I consumatori inoltre avranno a disposizione un’applicazione per identificare l’olio di palma certificato dalla RSPO. Oggi è stato illustrato anche il “PALM Risk tool”. Lo strumento, messo a punto dal World Resources Institute, permetterà alle aziende che possono già contare sulla piattaforma del Global Forest Watch, di analizzare più facilmente la catena di fornitura.

La RSPO ha istituito un fondo annuo di 1,5 milioni di euro per favorire l’adozione di pratiche agricole sostenibili da parte dei coltivatori indipendenti e garantire la certificazione gratuita a centinaia di produttori. I piccoli proprietari terrieri oggi detengono ben il 40% della produzione globale. Lo schema dell’RSPO finora ha coinvolto 166 mila piccoli coltivatori.

L’impegno della RSPO ha riscosso il favore di Legambiente, che ora si aspetta maggiori sforzi contro la deforestazione anche dal Governo italiano e l’adesione alla dichiarazione di Amsterdam.

Gli esperti riuniti a Milano hanno sottolineato che occorre uno sforzo collettivo per riuscire a centrare gli obiettivi sul clima fissati alla COP21 di Parigi, rispondendo al contempo alla domanda crescente di beni agricoli. Uno sforzo ancora più necessario in Europa, dal momento che gli Stati membri sono i maggiori importatori di olio di palma dopo l’India, per un totale di 6,7 milioni di tonnellate solo nel 2015.

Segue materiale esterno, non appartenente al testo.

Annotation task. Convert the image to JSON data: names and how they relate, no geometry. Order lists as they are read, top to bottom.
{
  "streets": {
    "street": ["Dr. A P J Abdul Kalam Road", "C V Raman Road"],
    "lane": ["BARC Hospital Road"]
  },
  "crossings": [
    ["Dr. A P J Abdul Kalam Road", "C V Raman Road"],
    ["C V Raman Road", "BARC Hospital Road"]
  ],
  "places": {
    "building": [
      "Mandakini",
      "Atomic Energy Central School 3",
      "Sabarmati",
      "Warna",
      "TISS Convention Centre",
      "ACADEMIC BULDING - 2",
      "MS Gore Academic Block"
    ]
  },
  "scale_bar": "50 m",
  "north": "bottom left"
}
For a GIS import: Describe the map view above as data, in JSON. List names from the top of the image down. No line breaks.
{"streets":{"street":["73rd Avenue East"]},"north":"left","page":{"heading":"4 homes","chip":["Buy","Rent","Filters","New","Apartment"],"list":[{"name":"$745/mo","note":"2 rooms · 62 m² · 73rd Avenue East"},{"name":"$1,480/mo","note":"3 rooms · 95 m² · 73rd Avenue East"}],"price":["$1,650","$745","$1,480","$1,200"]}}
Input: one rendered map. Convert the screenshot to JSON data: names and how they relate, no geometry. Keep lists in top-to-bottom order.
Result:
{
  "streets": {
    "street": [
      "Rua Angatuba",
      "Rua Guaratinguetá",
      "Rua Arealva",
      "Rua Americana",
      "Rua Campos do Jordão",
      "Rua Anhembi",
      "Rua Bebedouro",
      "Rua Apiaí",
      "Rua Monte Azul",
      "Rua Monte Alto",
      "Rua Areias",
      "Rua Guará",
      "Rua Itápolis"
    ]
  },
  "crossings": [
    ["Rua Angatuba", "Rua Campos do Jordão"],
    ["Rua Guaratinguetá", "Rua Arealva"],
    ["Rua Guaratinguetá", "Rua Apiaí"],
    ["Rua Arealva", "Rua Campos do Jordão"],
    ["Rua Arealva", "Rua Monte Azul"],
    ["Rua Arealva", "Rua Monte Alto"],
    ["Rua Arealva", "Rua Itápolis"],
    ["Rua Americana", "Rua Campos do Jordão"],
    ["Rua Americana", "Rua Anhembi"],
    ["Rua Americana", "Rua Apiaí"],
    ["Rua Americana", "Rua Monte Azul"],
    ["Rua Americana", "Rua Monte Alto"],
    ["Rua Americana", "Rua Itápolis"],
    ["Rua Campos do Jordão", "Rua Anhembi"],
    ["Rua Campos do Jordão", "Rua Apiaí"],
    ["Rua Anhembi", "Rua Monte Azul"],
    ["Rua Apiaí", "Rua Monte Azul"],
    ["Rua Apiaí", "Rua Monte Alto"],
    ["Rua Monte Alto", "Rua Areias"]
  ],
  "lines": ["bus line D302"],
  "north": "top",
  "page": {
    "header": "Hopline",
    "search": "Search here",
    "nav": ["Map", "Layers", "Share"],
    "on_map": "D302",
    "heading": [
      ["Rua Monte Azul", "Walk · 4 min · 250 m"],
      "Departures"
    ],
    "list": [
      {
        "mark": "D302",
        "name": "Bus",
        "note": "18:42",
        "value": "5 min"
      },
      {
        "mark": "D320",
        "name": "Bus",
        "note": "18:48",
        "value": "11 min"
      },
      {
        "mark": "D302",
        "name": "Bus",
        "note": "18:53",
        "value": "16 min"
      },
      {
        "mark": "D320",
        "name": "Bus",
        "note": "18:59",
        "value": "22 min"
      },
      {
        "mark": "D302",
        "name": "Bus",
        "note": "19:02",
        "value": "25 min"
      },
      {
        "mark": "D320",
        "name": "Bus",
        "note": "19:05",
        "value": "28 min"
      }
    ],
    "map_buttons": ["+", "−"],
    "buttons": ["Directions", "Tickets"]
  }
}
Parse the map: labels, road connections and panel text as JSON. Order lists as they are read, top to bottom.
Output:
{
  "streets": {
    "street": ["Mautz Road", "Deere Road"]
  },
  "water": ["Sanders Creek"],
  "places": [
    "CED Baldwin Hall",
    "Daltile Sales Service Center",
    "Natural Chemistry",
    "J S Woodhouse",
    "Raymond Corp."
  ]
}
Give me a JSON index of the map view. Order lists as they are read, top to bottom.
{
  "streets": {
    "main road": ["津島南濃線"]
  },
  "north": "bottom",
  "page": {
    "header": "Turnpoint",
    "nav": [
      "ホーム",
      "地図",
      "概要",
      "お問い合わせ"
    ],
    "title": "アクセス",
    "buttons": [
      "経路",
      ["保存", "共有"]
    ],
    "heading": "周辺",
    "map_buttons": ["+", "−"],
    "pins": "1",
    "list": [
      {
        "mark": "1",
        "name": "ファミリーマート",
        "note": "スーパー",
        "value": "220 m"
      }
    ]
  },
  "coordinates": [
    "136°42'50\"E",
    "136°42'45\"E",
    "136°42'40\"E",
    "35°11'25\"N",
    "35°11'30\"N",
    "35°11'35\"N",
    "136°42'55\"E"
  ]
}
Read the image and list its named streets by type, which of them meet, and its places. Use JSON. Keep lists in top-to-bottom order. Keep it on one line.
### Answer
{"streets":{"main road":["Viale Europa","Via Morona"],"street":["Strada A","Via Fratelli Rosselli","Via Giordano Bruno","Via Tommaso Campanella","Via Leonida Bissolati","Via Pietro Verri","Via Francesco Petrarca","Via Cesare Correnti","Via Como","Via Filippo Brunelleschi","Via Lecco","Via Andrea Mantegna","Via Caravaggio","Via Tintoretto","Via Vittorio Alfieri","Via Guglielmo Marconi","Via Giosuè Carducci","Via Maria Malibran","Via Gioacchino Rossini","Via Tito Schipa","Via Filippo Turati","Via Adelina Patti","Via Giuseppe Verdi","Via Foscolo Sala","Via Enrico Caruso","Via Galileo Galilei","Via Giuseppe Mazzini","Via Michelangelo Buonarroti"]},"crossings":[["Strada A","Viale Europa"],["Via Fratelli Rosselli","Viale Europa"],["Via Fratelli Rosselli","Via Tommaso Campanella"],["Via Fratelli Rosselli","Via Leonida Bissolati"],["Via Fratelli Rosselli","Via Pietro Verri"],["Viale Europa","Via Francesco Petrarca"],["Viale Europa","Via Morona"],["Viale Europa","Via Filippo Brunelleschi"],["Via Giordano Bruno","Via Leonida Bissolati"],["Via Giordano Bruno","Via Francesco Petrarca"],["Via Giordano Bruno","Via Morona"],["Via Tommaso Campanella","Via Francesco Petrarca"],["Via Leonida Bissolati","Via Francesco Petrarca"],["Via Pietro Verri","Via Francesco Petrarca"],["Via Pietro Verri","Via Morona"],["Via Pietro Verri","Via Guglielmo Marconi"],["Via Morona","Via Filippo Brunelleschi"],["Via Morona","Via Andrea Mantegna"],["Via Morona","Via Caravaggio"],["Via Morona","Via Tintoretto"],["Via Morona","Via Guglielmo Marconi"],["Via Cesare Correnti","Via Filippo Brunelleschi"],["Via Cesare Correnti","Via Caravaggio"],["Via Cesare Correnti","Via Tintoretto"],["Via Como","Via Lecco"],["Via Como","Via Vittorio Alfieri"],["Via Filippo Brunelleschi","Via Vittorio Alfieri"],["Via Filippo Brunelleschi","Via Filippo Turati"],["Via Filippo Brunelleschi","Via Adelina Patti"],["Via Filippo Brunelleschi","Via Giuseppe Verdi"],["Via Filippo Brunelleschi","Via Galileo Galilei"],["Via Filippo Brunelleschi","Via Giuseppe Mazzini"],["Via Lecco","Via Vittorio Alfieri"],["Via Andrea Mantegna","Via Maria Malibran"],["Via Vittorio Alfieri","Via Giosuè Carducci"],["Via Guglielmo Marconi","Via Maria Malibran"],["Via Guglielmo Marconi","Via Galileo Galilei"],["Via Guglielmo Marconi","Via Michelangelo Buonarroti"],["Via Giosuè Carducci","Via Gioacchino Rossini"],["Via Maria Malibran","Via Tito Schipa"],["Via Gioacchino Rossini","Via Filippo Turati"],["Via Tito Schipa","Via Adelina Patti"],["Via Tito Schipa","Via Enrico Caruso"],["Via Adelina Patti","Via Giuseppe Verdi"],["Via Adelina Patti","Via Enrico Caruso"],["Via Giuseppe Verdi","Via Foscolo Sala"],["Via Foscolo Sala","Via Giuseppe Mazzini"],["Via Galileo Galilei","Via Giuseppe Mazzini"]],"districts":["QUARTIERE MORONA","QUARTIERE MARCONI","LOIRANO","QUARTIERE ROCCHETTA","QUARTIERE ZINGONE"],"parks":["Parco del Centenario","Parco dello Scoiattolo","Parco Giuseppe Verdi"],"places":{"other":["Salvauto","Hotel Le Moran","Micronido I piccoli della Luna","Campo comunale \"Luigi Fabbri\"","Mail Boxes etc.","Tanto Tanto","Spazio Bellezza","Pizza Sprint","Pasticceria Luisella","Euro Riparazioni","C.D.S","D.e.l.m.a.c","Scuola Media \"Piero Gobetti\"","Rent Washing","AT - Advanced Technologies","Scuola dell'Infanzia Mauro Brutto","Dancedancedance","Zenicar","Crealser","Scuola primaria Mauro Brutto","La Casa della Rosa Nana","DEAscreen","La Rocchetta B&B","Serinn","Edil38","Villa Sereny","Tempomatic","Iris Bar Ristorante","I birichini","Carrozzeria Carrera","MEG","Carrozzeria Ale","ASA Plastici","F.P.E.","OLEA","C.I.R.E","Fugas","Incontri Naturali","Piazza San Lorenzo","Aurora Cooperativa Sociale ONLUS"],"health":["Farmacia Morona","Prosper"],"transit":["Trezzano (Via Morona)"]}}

Gli sforzi della RSPO stanno già dando i loro frutti. Nel 2015 1,9 milioni di tonnellate di olio di palma sostenibile su un totale di 2,8 milioni sono state immesse proprio sul mercato europeo.

Nel suo intervento Adam Harrison della WWF International’s Palm Oil Lead ha invocato una maggiore cooperazione tra gli attori della filiera per consolidare i risultati ottenuti:

La portata e l’urgenza della sfida che l’industria è chiamata ad affrontare ci dice che avremo successo solo se collaboriamo. Ogni singolo sforzo, per quanto meritorio, se non inserito all’interno di un programma collettivo, non porterà alla trasformazione globale del mercato.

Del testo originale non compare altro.